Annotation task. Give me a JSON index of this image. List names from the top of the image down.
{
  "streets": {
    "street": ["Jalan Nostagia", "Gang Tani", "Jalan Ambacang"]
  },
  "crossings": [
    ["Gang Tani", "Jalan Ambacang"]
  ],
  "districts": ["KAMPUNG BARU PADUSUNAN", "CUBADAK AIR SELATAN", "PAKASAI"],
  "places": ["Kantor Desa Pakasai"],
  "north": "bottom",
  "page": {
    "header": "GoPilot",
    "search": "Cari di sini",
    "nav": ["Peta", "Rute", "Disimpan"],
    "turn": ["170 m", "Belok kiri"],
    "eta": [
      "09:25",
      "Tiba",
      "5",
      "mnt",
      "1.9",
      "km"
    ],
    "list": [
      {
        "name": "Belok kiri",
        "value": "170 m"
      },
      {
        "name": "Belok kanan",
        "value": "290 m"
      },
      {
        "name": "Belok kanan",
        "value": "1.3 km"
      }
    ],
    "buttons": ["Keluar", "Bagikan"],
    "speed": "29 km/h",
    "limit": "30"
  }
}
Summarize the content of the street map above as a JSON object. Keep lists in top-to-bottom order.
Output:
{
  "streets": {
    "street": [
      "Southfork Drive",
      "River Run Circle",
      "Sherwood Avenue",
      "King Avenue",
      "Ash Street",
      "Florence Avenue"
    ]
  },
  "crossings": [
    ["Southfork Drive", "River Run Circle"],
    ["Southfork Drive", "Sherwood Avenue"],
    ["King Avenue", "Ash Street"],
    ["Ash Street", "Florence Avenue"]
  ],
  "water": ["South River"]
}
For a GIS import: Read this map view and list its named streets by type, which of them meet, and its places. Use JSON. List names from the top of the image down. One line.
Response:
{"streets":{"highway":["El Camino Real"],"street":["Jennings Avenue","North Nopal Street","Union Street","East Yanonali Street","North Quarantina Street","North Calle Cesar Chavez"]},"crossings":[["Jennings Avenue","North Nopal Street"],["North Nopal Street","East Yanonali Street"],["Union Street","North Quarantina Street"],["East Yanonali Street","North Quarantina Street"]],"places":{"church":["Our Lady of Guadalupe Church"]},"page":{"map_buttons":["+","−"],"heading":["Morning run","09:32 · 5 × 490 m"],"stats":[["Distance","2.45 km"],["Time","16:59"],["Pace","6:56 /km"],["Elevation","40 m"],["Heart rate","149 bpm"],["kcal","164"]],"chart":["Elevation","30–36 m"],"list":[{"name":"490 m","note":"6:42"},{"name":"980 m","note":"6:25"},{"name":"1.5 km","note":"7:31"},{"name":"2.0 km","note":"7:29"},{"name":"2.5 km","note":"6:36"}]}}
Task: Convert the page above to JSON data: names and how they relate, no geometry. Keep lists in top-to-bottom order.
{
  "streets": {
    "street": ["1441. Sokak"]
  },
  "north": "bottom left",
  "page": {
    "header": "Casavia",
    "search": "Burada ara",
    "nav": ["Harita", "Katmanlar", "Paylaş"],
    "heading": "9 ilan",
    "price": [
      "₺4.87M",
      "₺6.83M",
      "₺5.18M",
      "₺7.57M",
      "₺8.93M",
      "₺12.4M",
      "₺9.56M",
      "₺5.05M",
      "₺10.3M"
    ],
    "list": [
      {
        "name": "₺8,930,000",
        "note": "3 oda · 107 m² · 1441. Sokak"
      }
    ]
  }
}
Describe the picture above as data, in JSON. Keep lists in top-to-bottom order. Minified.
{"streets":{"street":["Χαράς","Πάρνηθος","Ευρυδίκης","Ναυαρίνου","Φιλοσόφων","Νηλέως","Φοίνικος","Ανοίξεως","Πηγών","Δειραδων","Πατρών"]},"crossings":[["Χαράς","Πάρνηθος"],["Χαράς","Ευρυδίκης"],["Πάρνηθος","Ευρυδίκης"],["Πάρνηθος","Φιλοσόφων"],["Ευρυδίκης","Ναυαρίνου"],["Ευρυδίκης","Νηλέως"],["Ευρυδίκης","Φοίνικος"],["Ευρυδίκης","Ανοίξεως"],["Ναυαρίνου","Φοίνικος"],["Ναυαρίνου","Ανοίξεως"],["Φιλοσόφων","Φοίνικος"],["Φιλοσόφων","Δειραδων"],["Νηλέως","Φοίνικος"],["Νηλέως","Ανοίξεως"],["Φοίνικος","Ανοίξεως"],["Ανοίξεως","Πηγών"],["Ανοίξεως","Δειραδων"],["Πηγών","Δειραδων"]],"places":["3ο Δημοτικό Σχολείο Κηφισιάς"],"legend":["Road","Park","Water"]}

» THE PROBLEM
A faithful retyping of every entry above is the task.

» REPLY
Annotation task. Give me a JSON index of this image. List names from the top of the image down.
{
  "streets": {
    "street": ["Jalan Nostagia", "Gang Tani", "Jalan Ambacang"]
  },
  "crossings": [
    ["Gang Tani", "Jalan Ambacang"]
  ],
  "districts": ["KAMPUNG BARU PADUSUNAN", "CUBADAK AIR SELATAN", "PAKASAI"],
  "places": ["Kantor Desa Pakasai"],
  "north": "bottom",
  "page": {
    "header": "GoPilot",
    "search": "Cari di sini",
    "nav": ["Peta", "Rute", "Disimpan"],
    "turn": ["170 m", "Belok kiri"],
    "eta": [
      "09:25",
      "Tiba",
      "5",
      "mnt",
      "1.9",
      "km"
    ],
    "list": [
      {
        "name": "Belok kiri",
        "value": "170 m"
      },
      {
        "name": "Belok kanan",
        "value": "290 m"
      },
      {
        "name": "Belok kanan",
        "value": "1.3 km"
      }
    ],
    "buttons": ["Keluar", "Bagikan"],
    "speed": "29 km/h",
    "limit": "30"
  }
}
Summarize the content of the street map above as a JSON object. Keep lists in top-to-bottom order.
Output:
{
  "streets": {
    "street": [
      "Southfork Drive",
      "River Run Circle",
      "Sherwood Avenue",
      "King Avenue",
      "Ash Street",
      "Florence Avenue"
    ]
  },
  "crossings": [
    ["Southfork Drive", "River Run Circle"],
    ["Southfork Drive", "Sherwood Avenue"],
    ["King Avenue", "Ash Street"],
    ["Ash Street", "Florence Avenue"]
  ],
  "water": ["South River"]
}
For a GIS import: Read this map view and list its named streets by type, which of them meet, and its places. Use JSON. List names from the top of the image down. One line.
Response:
{"streets":{"highway":["El Camino Real"],"street":["Jennings Avenue","North Nopal Street","Union Street","East Yanonali Street","North Quarantina Street","North Calle Cesar Chavez"]},"crossings":[["Jennings Avenue","North Nopal Street"],["North Nopal Street","East Yanonali Street"],["Union Street","North Quarantina Street"],["East Yanonali Street","North Quarantina Street"]],"places":{"church":["Our Lady of Guadalupe Church"]},"page":{"map_buttons":["+","−"],"heading":["Morning run","09:32 · 5 × 490 m"],"stats":[["Distance","2.45 km"],["Time","16:59"],["Pace","6:56 /km"],["Elevation","40 m"],["Heart rate","149 bpm"],["kcal","164"]],"chart":["Elevation","30–36 m"],"list":[{"name":"490 m","note":"6:42"},{"name":"980 m","note":"6:25"},{"name":"1.5 km","note":"7:31"},{"name":"2.0 km","note":"7:29"},{"name":"2.5 km","note":"6:36"}]}}
Task: Convert the page above to JSON data: names and how they relate, no geometry. Keep lists in top-to-bottom order.
{
  "streets": {
    "street": ["1441. Sokak"]
  },
  "north": "bottom left",
  "page": {
    "header": "Casavia",
    "search": "Burada ara",
    "nav": ["Harita", "Katmanlar", "Paylaş"],
    "heading": "9 ilan",
    "price": [
      "₺4.87M",
      "₺6.83M",
      "₺5.18M",
      "₺7.57M",
      "₺8.93M",
      "₺12.4M",
      "₺9.56M",
      "₺5.05M",
      "₺10.3M"
    ],
    "list": [
      {
        "name": "₺8,930,000",
        "note": "3 oda · 107 m² · 1441. Sokak"
      }
    ]
  }
}
Describe the picture above as data, in JSON. Keep lists in top-to-bottom order. Minified.
{"streets":{"street":["Χαράς","Πάρνηθος","Ευρυδίκης","Ναυαρίνου","Φιλοσόφων","Νηλέως","Φοίνικος","Ανοίξεως","Πηγών","Δειραδων","Πατρών"]},"crossings":[["Χαράς","Πάρνηθος"],["Χαράς","Ευρυδίκης"],["Πάρνηθος","Ευρυδίκης"],["Πάρνηθος","Φιλοσόφων"],["Ευρυδίκης","Ναυαρίνου"],["Ευρυδίκης","Νηλέως"],["Ευρυδίκης","Φοίνικος"],["Ευρυδίκης","Ανοίξεως"],["Ναυαρίνου","Φοίνικος"],["Ναυαρίνου","Ανοίξεως"],["Φιλοσόφων","Φοίνικος"],["Φιλοσόφων","Δειραδων"],["Νηλέως","Φοίνικος"],["Νηλέως","Ανοίξεως"],["Φοίνικος","Ανοίξεως"],["Ανοίξεως","Πηγών"],["Ανοίξεως","Δειραδων"],["Πηγών","Δειραδων"]],"places":["3ο Δημοτικό Σχολείο Κηφισιάς"],"legend":["Road","Park","Water"]}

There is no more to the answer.